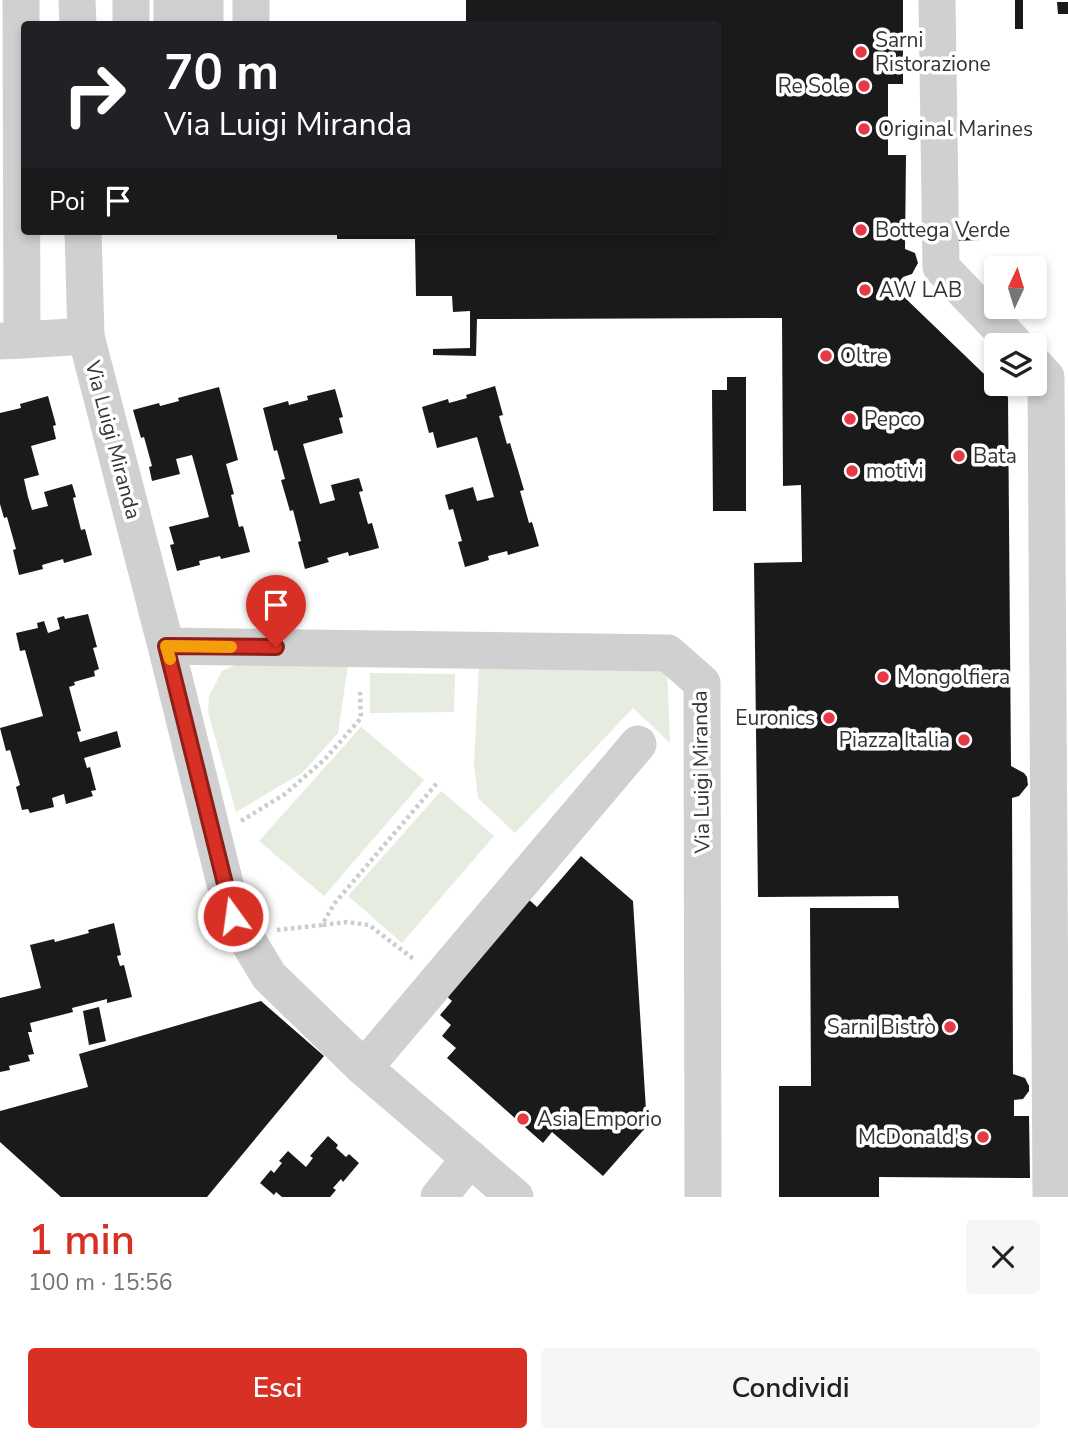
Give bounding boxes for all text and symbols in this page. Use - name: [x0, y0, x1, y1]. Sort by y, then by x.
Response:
- place label: Sarni Ristorazione: [875, 26, 991, 78]
- text: 70 m: [164, 39, 279, 106]
- marker: Sarni Ristorazione: [853, 44, 869, 60]
- icon: right: [49, 49, 140, 140]
- place label: Re Sole: [778, 72, 850, 100]
- marker: Re Sole: [856, 78, 872, 94]
- text: Via Luigi Miranda: [164, 103, 412, 146]
- place label: Original Marines: [878, 115, 1033, 143]
- marker: Original Marines: [856, 121, 872, 137]
- icon: arrive: [99, 182, 137, 220]
- text: Poi: [49, 184, 85, 219]
- place label: Bottega Verde: [875, 216, 1010, 244]
- marker: Bottega Verde: [853, 222, 869, 238]
- north arrow: [984, 256, 1046, 318]
- map controls: [984, 256, 1047, 396]
- place label: AW LAB: [879, 276, 962, 304]
- marker: AW LAB: [857, 282, 873, 298]
- button: layers: [984, 333, 1047, 396]
- place label: Oltre: [840, 342, 888, 370]
- marker: Oltre: [818, 348, 834, 364]
- street label: Via Luigi Miranda: [78, 357, 148, 522]
- place label: Pepco: [864, 405, 921, 433]
- marker: Pepco: [842, 411, 858, 427]
- place label: Bata: [973, 442, 1017, 470]
- marker: Bata: [951, 448, 967, 464]
- place label: motivi: [866, 457, 923, 485]
- marker: motivi: [844, 463, 860, 479]
- pin: [246, 575, 306, 647]
- icon: arrive: [257, 586, 295, 624]
- place label: Mongolfiera: [897, 663, 1010, 691]
- marker: Mongolfiera: [875, 669, 891, 685]
- street label: Via Luigi Miranda: [686, 690, 716, 855]
- place label: Euronics: [735, 704, 815, 732]
- marker: Euronics: [821, 710, 837, 726]
- place label: Piazza Italia: [839, 726, 950, 754]
- marker: Piazza Italia: [956, 732, 972, 748]
- position arrow: [196, 879, 270, 953]
- place label: Sarni Bistrò: [827, 1013, 936, 1041]
- marker: Sarni Bistrò: [942, 1019, 958, 1035]
- place label: Asia Emporio: [537, 1105, 662, 1133]
- marker: Asia Emporio: [515, 1111, 531, 1127]
- place label: McDonald's: [858, 1123, 969, 1151]
- marker: McDonald's: [975, 1129, 991, 1145]
- text: 1 min: [28, 1212, 135, 1269]
- button: close: [966, 1220, 1040, 1294]
- text: 100 m · 15:56: [28, 1267, 173, 1298]
- button: Esci: [28, 1348, 527, 1428]
- button: Condividi: [541, 1348, 1040, 1428]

^^^^^^^^^^^^^^^^

EXERCISE OBJECTIVE: With the pictures omitted, print each line of the data above precisely as given.

SOLUTION:
Give bounding boxes for all text and symbols in this page. Use - name: [x0, y0, x1, y1]. Sort by y, then by x.
Response:
- place label: Sarni Ristorazione: [875, 26, 991, 78]
- text: 70 m: [164, 39, 279, 106]
- marker: Sarni Ristorazione: [853, 44, 869, 60]
- icon: right: [49, 49, 140, 140]
- place label: Re Sole: [778, 72, 850, 100]
- marker: Re Sole: [856, 78, 872, 94]
- text: Via Luigi Miranda: [164, 103, 412, 146]
- place label: Original Marines: [878, 115, 1033, 143]
- marker: Original Marines: [856, 121, 872, 137]
- icon: arrive: [99, 182, 137, 220]
- text: Poi: [49, 184, 85, 219]
- place label: Bottega Verde: [875, 216, 1010, 244]
- marker: Bottega Verde: [853, 222, 869, 238]
- north arrow: [984, 256, 1046, 318]
- map controls: [984, 256, 1047, 396]
- place label: AW LAB: [879, 276, 962, 304]
- marker: AW LAB: [857, 282, 873, 298]
- button: layers: [984, 333, 1047, 396]
- place label: Oltre: [840, 342, 888, 370]
- marker: Oltre: [818, 348, 834, 364]
- street label: Via Luigi Miranda: [78, 357, 148, 522]
- place label: Pepco: [864, 405, 921, 433]
- marker: Pepco: [842, 411, 858, 427]
- place label: Bata: [973, 442, 1017, 470]
- marker: Bata: [951, 448, 967, 464]
- place label: motivi: [866, 457, 923, 485]
- marker: motivi: [844, 463, 860, 479]
- pin: [246, 575, 306, 647]
- icon: arrive: [257, 586, 295, 624]
- place label: Mongolfiera: [897, 663, 1010, 691]
- marker: Mongolfiera: [875, 669, 891, 685]
- street label: Via Luigi Miranda: [686, 690, 716, 855]
- place label: Euronics: [735, 704, 815, 732]
- marker: Euronics: [821, 710, 837, 726]
- place label: Piazza Italia: [839, 726, 950, 754]
- marker: Piazza Italia: [956, 732, 972, 748]
- position arrow: [196, 879, 270, 953]
- place label: Sarni Bistrò: [827, 1013, 936, 1041]
- marker: Sarni Bistrò: [942, 1019, 958, 1035]
- place label: Asia Emporio: [537, 1105, 662, 1133]
- marker: Asia Emporio: [515, 1111, 531, 1127]
- place label: McDonald's: [858, 1123, 969, 1151]
- marker: McDonald's: [975, 1129, 991, 1145]
- text: 1 min: [28, 1212, 135, 1269]
- button: close: [966, 1220, 1040, 1294]
- text: 100 m · 15:56: [28, 1267, 173, 1298]
- button: Esci: [28, 1348, 527, 1428]
- button: Condividi: [541, 1348, 1040, 1428]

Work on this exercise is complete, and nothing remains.